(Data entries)
┄┄┄┄┄┄┄┄┄┄┄┄┄┄┄┄┄┄┄┄

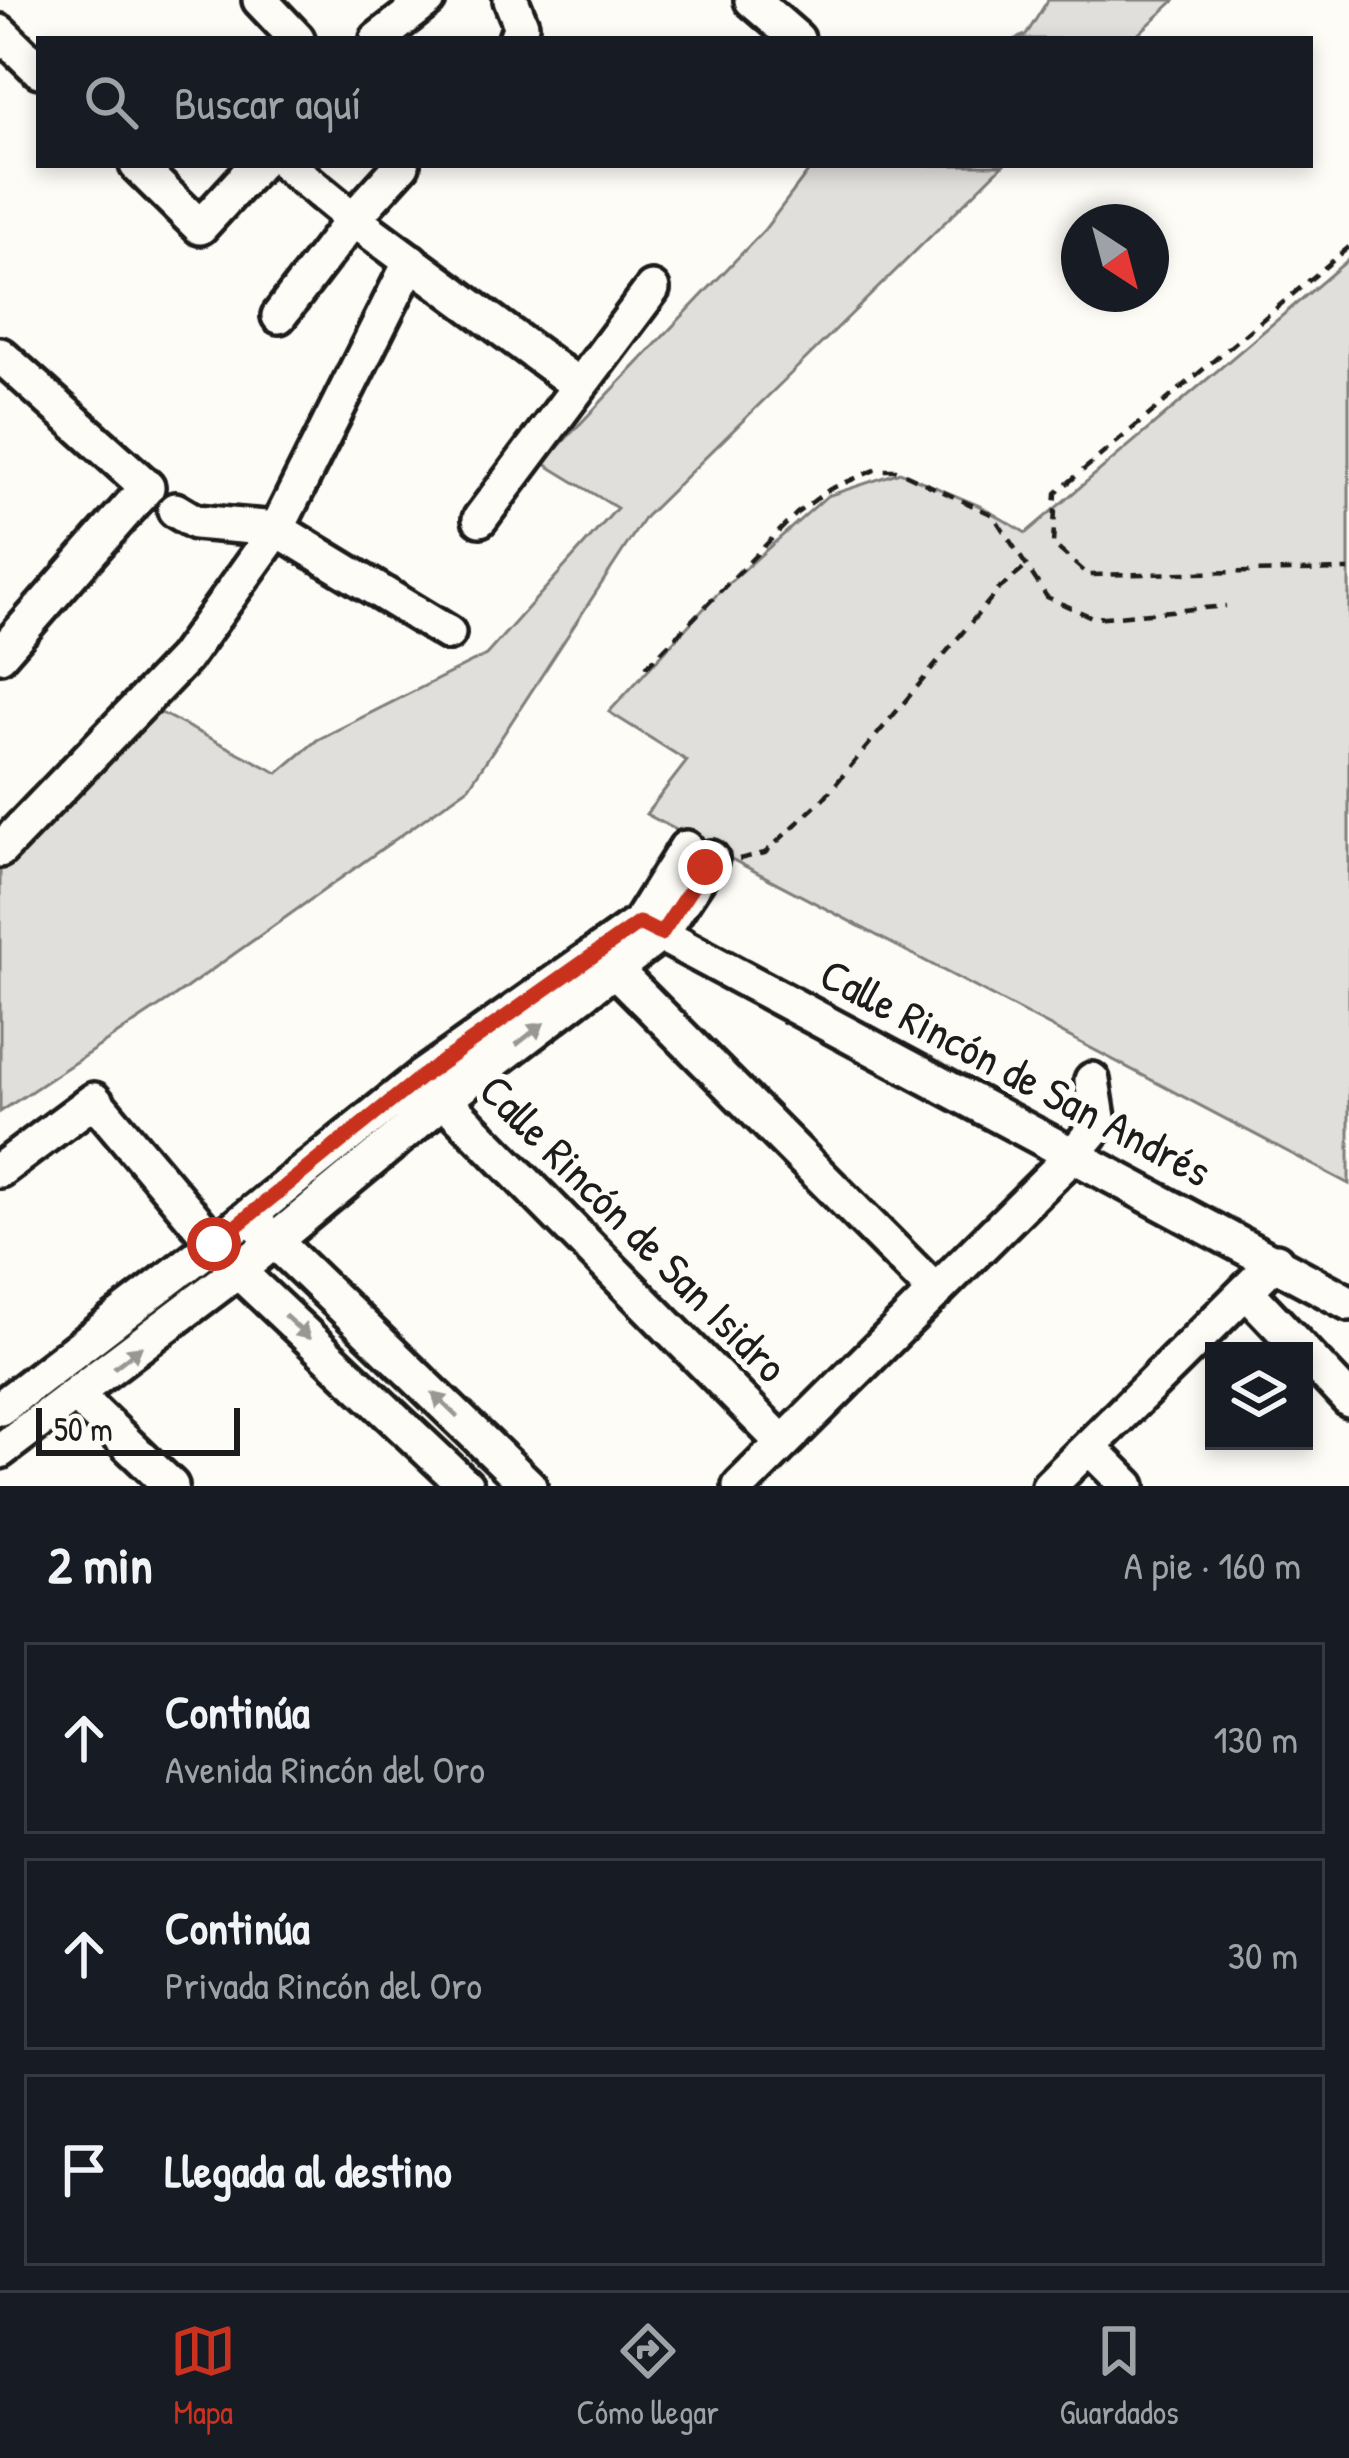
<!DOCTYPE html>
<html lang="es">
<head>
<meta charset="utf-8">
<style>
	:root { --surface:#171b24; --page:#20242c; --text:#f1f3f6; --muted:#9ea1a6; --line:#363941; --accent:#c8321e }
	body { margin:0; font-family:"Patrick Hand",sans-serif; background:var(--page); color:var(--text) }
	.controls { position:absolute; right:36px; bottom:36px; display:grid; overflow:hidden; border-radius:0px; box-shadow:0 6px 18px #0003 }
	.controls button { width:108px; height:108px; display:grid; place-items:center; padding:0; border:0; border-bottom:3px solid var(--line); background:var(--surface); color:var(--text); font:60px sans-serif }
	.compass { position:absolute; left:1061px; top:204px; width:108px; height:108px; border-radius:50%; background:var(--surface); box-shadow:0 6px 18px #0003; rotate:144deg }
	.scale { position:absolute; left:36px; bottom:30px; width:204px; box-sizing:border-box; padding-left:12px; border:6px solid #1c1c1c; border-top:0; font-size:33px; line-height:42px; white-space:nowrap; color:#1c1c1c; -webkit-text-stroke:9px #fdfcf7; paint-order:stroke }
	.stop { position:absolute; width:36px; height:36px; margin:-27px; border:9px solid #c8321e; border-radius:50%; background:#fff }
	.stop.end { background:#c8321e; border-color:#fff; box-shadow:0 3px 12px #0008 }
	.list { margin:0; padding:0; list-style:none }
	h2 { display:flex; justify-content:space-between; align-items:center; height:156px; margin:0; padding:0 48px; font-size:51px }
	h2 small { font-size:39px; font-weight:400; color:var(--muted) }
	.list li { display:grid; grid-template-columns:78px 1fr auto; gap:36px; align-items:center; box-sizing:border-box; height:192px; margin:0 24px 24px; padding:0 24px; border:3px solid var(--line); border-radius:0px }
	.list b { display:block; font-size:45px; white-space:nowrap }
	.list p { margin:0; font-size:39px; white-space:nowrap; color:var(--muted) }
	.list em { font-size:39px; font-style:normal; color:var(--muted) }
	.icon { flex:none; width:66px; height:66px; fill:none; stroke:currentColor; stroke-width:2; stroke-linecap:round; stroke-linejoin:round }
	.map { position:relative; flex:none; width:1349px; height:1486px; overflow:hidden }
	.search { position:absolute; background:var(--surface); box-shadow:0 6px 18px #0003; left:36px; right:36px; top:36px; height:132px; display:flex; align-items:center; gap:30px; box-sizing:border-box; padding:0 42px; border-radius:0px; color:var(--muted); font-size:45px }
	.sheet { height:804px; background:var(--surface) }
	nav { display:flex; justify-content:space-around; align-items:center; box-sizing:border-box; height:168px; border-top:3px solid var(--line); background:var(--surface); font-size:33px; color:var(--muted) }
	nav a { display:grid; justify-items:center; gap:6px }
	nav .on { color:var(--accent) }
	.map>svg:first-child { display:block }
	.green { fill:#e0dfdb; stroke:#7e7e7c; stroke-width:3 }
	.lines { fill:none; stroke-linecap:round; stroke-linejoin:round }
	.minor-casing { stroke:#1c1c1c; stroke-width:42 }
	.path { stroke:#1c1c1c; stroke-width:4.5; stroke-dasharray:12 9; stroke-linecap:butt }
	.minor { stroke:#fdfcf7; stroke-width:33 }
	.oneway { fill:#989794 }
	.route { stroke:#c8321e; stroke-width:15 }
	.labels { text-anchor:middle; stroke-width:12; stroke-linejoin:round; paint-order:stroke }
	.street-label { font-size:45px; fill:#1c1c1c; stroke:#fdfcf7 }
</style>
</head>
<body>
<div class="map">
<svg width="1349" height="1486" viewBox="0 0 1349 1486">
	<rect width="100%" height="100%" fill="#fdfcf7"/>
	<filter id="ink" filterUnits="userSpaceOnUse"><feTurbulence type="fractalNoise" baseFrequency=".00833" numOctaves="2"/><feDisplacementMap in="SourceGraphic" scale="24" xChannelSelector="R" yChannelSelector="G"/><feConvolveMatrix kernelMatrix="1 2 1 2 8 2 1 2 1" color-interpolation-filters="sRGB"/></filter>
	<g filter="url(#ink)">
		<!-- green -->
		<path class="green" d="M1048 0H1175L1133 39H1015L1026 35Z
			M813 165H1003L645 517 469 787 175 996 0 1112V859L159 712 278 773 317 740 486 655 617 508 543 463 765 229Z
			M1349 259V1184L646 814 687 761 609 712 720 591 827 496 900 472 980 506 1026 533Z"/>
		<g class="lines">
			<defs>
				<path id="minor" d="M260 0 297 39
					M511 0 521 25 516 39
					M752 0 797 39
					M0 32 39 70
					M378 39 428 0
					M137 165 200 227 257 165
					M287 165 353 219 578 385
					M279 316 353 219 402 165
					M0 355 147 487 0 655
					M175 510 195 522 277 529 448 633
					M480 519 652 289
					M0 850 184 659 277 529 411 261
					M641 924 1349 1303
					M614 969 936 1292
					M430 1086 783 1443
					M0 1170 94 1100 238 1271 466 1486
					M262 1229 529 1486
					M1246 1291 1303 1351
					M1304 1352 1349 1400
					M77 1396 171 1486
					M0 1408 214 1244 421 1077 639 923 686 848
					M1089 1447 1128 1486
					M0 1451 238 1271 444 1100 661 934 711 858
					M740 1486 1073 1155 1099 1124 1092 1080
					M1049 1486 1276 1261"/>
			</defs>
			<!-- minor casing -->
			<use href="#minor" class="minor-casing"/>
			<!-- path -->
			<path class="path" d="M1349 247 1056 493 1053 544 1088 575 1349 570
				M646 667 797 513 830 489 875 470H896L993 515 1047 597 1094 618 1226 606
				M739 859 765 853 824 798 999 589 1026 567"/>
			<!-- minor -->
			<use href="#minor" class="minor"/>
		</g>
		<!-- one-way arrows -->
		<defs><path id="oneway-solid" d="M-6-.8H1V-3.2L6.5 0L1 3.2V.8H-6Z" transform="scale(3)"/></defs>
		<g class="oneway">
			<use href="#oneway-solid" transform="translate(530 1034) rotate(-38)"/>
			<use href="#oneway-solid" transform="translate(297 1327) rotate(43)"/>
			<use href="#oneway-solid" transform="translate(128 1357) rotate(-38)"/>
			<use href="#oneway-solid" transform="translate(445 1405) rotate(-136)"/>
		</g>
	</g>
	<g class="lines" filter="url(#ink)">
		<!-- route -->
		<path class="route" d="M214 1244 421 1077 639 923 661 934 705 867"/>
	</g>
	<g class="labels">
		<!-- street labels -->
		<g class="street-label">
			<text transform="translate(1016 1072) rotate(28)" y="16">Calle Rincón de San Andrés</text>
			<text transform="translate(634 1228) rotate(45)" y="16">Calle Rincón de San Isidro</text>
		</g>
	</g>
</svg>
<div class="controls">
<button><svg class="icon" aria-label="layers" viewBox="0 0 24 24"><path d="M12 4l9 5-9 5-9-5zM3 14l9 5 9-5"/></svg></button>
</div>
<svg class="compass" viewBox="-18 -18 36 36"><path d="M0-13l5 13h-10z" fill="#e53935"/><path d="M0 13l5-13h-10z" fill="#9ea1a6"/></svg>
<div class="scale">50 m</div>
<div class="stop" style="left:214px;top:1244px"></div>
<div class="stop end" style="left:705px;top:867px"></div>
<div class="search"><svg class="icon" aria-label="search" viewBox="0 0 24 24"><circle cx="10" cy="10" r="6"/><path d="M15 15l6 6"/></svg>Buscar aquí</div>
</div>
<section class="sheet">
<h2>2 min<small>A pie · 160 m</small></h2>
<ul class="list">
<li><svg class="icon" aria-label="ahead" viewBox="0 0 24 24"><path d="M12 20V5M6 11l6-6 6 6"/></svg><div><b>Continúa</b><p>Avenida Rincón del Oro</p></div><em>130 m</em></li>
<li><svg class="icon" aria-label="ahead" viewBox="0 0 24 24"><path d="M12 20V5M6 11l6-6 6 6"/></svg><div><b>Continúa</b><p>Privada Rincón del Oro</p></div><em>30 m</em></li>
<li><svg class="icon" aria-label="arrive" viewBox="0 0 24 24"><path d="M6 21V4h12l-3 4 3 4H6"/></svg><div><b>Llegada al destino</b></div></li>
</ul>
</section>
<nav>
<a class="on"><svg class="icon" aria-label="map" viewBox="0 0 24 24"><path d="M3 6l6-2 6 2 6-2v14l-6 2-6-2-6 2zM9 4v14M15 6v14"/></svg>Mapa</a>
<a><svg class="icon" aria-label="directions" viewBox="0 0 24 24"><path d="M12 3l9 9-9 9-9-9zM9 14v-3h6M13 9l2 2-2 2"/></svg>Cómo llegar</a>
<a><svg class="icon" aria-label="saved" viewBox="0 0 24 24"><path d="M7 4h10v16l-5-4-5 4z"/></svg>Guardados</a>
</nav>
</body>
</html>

┄┄┄┄┄┄┄┄┄┄┄┄┄┄┄┄┄┄┄┄

WHAT YOU ARE ASKED TO DO | Pictures stay out. Print the data exactly, from its first line through the line containing "position:absolute; right:36px; bottom:36px;".

RESPONSE AREA |
<!DOCTYPE html>
<html lang="es">
<head>
<meta charset="utf-8">
<style>
	:root { --surface:#171b24; --page:#20242c; --text:#f1f3f6; --muted:#9ea1a6; --line:#363941; --accent:#c8321e }
	body { margin:0; font-family:"Patrick Hand",sans-serif; background:var(--page); color:var(--text) }
	.controls { position:absolute; right:36px; bottom:36px; display:grid; overflow:hidden; border-radius:0px; box-shadow:0 6px 18px #0003 }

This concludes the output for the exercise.